→ How to complete this task
Check each line of the entries for "canvas" and report the ones that have it.

→ Data to process
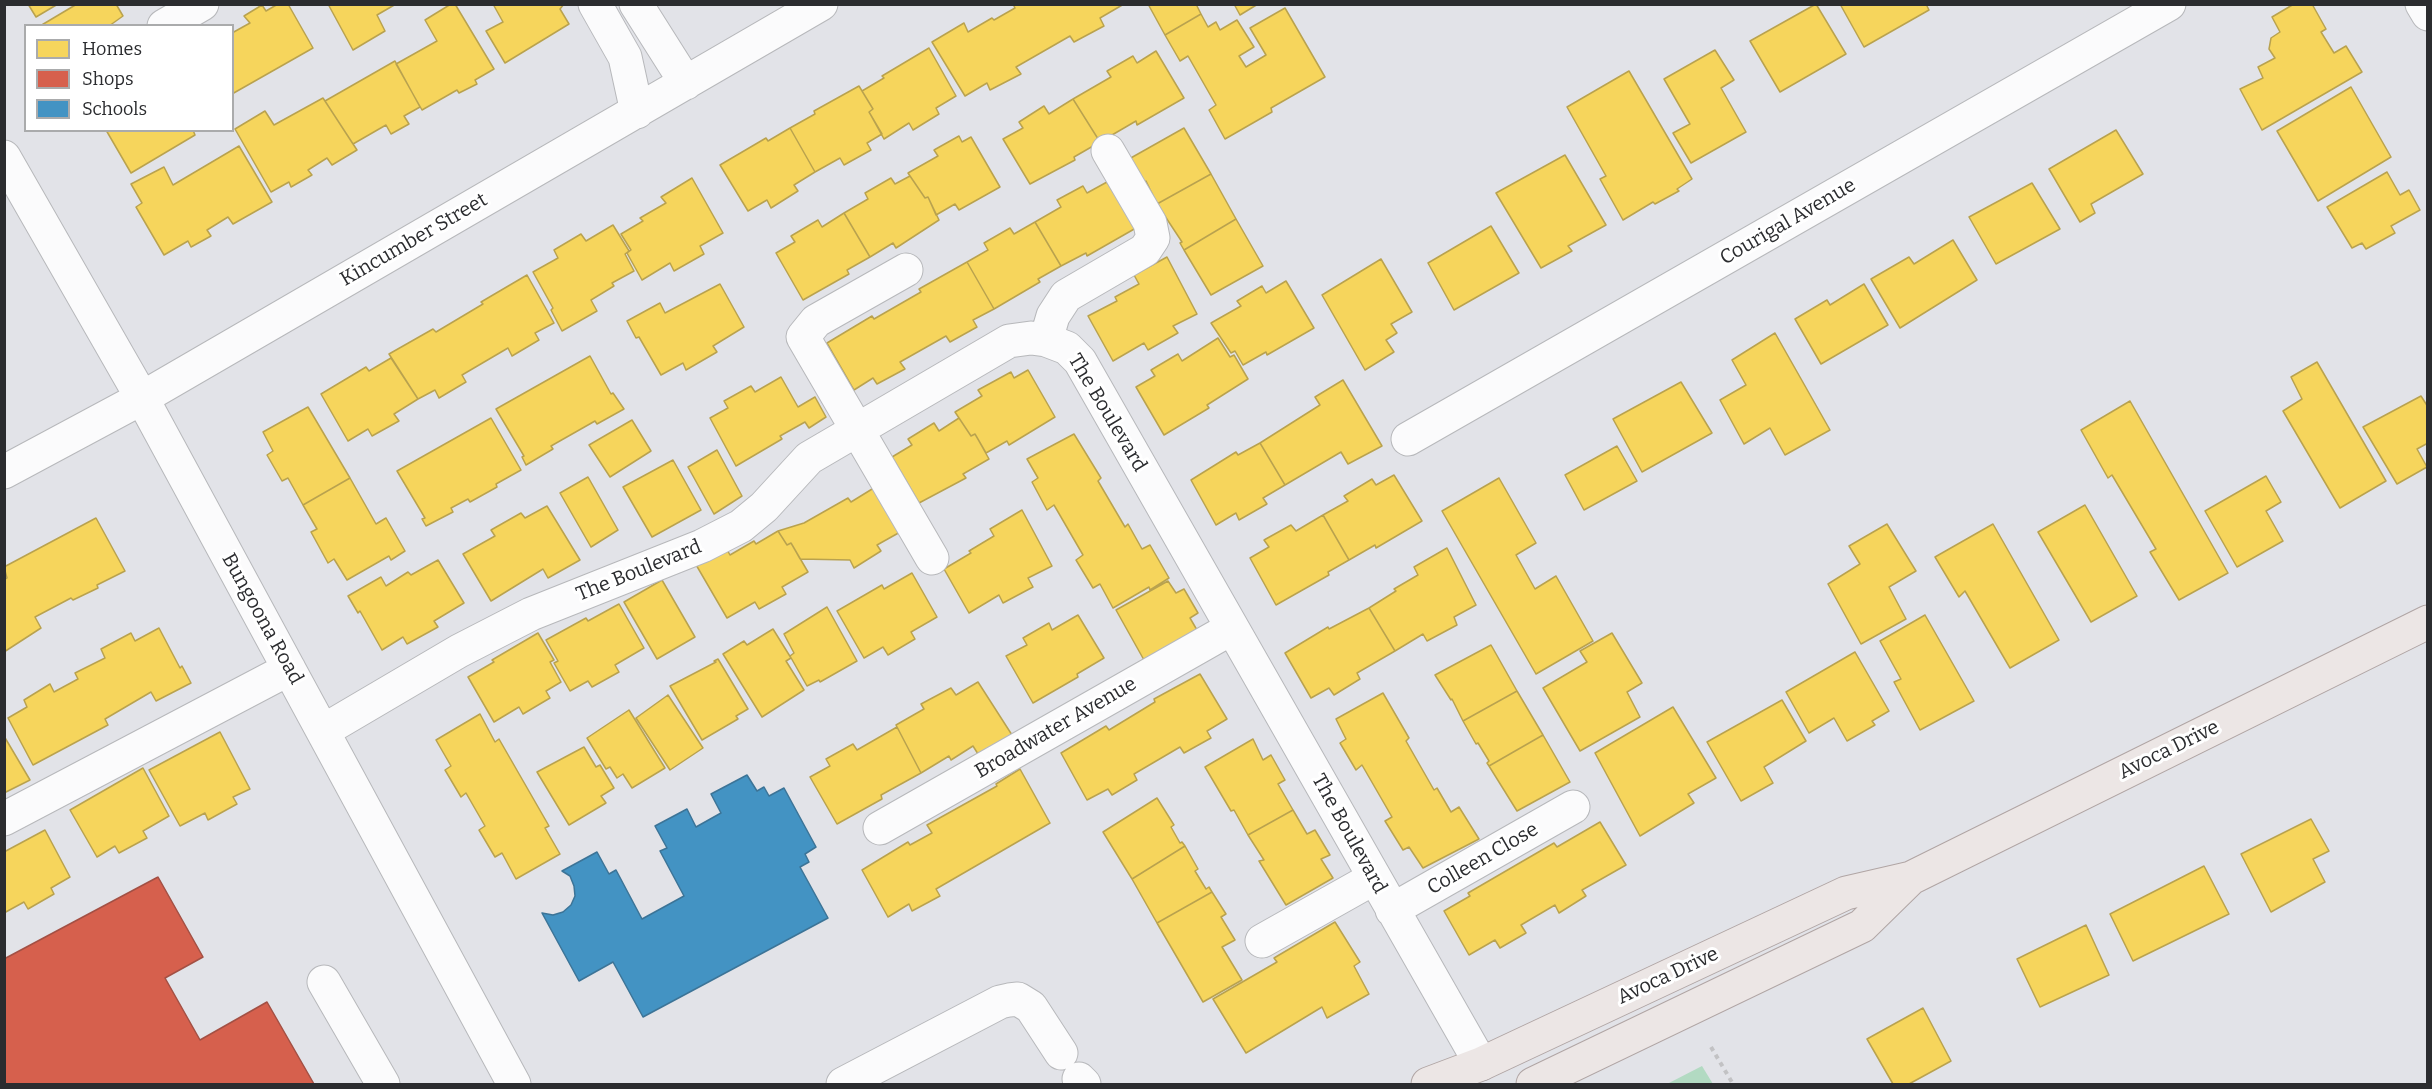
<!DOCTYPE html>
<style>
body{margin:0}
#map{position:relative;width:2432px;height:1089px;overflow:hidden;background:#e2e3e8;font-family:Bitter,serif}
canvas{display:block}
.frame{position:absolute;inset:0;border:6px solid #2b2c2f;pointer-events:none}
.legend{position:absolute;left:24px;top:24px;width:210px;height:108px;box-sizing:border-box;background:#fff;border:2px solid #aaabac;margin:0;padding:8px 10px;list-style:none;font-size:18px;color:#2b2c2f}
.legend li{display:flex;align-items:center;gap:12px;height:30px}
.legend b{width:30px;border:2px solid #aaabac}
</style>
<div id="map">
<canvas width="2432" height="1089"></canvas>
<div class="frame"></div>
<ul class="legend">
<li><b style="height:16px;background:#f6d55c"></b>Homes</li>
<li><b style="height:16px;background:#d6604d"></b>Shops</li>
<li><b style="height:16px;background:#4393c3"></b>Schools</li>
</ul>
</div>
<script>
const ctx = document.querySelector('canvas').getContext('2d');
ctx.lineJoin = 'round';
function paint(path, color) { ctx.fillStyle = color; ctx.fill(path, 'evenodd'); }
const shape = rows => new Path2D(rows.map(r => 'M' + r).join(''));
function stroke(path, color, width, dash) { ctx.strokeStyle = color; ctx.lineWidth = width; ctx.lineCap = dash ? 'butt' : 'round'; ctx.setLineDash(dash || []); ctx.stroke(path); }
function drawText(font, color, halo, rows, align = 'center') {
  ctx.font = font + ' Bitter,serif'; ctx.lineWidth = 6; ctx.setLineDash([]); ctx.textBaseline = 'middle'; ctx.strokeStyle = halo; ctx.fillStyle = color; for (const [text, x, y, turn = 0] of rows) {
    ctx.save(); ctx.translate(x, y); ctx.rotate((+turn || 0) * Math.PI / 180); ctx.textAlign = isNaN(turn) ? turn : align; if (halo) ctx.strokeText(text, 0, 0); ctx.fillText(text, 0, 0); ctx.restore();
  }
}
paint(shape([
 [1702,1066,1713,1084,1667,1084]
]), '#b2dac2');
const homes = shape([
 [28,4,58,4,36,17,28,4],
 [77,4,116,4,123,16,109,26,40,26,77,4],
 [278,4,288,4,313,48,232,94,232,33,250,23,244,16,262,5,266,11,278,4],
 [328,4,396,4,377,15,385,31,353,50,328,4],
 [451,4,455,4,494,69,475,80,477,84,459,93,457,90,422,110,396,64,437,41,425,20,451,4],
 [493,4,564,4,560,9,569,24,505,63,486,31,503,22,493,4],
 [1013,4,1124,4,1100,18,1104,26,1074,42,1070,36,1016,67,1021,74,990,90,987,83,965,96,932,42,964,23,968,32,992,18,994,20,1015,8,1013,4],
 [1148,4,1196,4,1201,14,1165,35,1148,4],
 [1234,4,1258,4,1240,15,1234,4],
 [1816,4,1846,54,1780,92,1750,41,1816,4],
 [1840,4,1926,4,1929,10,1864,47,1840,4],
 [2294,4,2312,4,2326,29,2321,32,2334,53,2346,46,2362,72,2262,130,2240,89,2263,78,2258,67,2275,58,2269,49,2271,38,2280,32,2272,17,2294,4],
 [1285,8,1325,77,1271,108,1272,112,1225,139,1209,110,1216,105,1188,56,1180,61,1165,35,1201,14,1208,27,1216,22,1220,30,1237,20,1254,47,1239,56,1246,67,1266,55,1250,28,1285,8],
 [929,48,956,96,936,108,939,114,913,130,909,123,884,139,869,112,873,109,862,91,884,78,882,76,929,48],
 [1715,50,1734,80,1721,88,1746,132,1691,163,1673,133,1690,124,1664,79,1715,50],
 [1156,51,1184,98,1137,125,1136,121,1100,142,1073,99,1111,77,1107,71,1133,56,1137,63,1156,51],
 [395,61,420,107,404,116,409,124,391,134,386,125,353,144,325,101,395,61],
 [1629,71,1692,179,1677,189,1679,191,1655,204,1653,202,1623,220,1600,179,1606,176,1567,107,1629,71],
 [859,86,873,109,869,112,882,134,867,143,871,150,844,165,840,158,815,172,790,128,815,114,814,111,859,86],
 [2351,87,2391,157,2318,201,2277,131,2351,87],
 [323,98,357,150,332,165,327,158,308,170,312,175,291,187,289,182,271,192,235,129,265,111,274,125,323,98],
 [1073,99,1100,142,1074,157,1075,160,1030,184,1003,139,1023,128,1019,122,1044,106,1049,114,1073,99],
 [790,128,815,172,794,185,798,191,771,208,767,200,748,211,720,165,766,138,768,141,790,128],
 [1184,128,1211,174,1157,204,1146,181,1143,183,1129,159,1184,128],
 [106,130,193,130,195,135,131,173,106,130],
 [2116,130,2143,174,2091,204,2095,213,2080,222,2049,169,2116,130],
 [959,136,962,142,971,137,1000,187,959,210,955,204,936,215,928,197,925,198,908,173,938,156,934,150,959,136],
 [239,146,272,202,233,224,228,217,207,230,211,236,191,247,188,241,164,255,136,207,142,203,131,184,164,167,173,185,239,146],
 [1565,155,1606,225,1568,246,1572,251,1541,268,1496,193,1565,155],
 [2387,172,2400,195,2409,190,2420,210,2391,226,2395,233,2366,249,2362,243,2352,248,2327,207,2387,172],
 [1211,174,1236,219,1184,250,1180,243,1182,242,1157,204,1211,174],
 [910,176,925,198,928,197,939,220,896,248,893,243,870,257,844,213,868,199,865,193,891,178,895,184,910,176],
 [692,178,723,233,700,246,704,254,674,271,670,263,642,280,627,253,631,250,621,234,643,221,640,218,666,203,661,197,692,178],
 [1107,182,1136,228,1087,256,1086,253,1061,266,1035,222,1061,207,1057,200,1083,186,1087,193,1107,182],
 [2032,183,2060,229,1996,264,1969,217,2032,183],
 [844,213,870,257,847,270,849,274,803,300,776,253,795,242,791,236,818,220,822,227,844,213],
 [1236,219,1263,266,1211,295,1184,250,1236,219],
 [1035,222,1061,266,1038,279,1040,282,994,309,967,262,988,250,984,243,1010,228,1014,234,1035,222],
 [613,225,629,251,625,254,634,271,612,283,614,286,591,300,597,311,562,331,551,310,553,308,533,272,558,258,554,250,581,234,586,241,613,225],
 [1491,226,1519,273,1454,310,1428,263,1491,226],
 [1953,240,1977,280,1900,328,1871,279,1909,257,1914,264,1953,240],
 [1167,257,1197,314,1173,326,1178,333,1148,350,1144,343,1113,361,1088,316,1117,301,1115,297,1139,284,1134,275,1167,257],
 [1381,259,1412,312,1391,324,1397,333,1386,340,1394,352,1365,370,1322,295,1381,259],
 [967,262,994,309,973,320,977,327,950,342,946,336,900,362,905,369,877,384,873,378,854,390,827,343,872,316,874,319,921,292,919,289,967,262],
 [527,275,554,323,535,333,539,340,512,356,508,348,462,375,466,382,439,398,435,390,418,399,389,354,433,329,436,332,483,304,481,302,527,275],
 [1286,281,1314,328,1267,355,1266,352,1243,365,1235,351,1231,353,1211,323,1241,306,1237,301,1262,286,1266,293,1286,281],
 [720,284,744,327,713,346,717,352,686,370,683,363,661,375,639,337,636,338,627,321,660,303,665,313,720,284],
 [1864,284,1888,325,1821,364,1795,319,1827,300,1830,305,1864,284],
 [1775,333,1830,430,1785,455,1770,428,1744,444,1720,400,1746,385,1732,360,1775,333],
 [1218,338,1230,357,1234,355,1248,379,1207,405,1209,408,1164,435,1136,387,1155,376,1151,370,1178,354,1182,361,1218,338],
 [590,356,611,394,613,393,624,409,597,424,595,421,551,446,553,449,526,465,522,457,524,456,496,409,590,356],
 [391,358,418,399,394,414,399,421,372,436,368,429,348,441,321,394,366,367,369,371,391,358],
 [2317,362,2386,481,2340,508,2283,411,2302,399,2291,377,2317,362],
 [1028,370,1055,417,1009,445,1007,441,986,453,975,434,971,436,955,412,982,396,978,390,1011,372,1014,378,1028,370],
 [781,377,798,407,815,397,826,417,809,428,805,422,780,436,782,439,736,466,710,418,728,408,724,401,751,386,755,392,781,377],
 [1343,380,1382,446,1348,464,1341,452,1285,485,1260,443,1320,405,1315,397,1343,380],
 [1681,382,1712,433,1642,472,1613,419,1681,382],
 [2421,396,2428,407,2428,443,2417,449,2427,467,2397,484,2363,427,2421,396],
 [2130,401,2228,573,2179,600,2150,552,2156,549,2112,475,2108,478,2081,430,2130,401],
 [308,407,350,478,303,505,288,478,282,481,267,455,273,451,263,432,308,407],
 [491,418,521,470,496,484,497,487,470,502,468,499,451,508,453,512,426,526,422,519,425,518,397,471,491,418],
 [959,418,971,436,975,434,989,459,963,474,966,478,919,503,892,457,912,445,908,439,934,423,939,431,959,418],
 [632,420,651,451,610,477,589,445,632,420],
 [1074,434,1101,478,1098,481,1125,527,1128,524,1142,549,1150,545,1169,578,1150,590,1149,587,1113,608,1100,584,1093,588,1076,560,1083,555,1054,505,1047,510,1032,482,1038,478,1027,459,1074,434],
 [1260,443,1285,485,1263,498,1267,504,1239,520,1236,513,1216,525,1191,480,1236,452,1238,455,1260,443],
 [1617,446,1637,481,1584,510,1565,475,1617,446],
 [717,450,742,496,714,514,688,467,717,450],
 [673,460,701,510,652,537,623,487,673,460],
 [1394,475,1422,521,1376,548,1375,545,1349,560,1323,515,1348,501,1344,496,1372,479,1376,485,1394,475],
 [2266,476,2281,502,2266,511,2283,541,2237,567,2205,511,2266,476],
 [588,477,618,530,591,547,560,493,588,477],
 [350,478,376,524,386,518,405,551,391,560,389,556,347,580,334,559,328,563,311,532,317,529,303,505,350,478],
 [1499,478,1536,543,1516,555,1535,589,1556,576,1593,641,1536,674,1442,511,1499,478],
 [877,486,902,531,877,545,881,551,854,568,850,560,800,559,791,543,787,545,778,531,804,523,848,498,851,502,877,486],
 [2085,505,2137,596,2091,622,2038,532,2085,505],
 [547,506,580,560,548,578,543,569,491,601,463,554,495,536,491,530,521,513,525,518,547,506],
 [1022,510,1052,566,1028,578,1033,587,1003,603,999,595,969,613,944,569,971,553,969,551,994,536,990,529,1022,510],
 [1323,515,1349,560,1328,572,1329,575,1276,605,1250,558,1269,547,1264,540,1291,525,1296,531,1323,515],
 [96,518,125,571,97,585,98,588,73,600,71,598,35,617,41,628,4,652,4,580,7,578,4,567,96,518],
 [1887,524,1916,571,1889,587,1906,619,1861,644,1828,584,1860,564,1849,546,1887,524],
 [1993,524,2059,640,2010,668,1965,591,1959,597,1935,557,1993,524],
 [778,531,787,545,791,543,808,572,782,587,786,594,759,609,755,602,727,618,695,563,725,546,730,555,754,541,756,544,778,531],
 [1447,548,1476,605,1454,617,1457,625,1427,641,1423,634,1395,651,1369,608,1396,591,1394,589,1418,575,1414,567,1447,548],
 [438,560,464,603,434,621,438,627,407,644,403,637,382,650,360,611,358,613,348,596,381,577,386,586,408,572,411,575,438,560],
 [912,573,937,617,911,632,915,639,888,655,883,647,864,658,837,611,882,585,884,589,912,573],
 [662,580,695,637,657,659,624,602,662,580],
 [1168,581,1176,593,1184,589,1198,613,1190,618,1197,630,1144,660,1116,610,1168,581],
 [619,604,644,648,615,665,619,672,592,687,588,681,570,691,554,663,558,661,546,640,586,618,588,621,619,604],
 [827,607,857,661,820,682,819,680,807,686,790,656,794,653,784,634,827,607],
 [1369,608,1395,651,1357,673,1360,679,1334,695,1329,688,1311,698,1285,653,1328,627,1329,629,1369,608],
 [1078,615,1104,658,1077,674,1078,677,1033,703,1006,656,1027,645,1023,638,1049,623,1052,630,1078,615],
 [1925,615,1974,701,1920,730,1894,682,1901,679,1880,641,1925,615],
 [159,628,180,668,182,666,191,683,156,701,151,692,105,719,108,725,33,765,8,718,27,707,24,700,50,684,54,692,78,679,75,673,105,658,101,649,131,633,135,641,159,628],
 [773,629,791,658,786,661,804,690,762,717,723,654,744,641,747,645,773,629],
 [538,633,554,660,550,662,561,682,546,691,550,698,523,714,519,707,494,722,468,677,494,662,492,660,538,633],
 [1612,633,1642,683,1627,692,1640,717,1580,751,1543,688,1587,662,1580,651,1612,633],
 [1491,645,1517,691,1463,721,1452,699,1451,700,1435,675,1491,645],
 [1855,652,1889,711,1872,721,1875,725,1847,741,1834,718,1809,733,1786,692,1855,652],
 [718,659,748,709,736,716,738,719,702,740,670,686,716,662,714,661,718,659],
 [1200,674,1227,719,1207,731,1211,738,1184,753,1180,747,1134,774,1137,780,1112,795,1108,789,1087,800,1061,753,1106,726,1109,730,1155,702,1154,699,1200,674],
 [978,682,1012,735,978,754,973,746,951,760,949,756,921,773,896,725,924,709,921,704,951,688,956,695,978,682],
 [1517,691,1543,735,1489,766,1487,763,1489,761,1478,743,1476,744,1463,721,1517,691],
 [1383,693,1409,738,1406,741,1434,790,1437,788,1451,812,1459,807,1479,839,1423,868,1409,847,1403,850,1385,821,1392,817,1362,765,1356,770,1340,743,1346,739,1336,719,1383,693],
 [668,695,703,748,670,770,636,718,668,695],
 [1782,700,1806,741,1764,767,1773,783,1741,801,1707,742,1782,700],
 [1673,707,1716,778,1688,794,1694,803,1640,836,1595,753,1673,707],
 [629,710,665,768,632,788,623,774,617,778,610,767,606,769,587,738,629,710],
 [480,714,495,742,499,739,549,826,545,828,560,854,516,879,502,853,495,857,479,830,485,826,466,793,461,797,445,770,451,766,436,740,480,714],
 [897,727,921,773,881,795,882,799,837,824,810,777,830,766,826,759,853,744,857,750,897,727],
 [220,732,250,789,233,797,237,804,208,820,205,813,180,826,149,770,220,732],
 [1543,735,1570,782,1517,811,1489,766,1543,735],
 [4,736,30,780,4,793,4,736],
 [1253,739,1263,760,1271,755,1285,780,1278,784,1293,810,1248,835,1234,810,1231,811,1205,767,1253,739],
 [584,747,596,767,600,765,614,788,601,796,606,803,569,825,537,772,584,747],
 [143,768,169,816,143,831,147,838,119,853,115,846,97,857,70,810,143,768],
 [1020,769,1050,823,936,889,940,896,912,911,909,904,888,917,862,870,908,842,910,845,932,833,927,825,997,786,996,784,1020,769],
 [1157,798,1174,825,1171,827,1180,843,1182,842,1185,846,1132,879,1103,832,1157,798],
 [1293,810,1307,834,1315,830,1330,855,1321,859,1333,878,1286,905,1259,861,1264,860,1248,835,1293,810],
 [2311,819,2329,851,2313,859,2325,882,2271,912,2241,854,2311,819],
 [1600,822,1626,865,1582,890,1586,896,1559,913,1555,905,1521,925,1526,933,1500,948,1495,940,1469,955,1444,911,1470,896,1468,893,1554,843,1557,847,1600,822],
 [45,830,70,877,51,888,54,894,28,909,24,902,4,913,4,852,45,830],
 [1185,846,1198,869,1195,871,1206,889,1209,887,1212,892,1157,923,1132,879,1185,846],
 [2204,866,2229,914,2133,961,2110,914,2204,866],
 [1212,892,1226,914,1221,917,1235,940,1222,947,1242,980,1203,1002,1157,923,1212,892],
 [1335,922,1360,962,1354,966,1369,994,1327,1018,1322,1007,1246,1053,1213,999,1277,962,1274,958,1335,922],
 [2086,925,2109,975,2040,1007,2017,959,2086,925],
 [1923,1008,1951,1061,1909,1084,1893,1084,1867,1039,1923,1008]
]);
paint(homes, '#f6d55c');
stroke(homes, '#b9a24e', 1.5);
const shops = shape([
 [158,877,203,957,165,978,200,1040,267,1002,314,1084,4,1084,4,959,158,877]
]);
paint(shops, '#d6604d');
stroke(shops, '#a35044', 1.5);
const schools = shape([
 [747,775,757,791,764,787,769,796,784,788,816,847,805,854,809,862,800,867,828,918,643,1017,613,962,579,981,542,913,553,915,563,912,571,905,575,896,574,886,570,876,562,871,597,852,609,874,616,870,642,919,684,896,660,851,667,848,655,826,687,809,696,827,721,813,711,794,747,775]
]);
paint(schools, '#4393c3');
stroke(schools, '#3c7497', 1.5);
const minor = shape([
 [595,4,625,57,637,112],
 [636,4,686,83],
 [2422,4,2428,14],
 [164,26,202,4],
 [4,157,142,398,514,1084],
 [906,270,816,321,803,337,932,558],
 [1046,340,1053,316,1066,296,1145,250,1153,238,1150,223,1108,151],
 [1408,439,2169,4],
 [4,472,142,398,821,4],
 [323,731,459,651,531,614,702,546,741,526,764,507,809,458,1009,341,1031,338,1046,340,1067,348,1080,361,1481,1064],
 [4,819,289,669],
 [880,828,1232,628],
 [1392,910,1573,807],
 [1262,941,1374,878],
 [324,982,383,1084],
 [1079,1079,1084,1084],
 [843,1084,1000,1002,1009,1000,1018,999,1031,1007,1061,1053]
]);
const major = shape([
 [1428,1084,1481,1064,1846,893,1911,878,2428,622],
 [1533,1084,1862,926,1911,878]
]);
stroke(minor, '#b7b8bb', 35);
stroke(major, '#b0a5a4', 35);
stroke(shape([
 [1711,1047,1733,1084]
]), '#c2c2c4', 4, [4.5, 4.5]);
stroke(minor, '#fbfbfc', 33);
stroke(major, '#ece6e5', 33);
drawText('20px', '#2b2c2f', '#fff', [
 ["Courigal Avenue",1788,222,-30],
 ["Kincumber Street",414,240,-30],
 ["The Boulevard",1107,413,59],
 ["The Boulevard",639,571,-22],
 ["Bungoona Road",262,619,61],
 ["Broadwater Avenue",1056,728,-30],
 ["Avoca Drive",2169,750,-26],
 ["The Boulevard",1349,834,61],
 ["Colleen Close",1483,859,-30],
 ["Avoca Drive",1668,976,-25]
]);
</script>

→ Task solution
canvas{display:block}
<canvas width="2432" height="1089"></canvas>
const ctx = document.querySelector('canvas').getContext('2d');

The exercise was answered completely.